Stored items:
==============================
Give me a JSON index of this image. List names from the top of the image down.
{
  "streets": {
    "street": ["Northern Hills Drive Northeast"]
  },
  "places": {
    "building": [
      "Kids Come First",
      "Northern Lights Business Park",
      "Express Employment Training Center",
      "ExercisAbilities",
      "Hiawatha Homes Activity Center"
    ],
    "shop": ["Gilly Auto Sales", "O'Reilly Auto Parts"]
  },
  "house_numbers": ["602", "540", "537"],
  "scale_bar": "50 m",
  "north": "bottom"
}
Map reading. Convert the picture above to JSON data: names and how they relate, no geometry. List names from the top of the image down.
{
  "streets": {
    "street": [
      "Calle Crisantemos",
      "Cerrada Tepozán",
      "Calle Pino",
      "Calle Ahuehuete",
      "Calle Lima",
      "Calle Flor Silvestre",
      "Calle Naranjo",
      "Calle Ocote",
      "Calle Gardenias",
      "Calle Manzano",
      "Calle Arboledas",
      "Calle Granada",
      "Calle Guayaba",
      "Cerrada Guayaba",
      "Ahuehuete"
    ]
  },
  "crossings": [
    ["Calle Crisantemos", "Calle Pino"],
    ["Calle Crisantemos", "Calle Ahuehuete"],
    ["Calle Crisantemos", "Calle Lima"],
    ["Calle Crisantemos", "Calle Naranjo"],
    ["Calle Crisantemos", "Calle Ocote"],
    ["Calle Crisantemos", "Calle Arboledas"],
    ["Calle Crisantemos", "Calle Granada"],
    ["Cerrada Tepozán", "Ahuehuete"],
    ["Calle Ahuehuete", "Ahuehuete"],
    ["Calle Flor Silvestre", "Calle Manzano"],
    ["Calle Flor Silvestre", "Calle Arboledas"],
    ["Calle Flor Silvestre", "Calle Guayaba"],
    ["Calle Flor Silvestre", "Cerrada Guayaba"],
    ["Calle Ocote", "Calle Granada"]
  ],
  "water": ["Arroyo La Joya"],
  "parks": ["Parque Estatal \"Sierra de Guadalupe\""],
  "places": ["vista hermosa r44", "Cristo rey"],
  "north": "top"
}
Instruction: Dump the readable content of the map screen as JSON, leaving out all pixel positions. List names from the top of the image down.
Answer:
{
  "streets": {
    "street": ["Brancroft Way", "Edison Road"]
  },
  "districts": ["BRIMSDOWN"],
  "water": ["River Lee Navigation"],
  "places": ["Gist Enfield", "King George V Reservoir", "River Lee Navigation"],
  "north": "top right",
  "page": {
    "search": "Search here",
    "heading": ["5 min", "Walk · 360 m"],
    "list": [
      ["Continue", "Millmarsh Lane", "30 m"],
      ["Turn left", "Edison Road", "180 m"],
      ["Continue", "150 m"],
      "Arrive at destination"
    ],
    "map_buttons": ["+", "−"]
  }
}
==============================
**Task instructions**. Only lines that contain the string "Cerrada" count; pick each one out of the records and copy it.

**Solved exercise**.
      "Cerrada Tepozán",
      "Cerrada Guayaba",
    ["Cerrada Tepozán", "Ahuehuete"],
    ["Calle Flor Silvestre", "Cerrada Guayaba"],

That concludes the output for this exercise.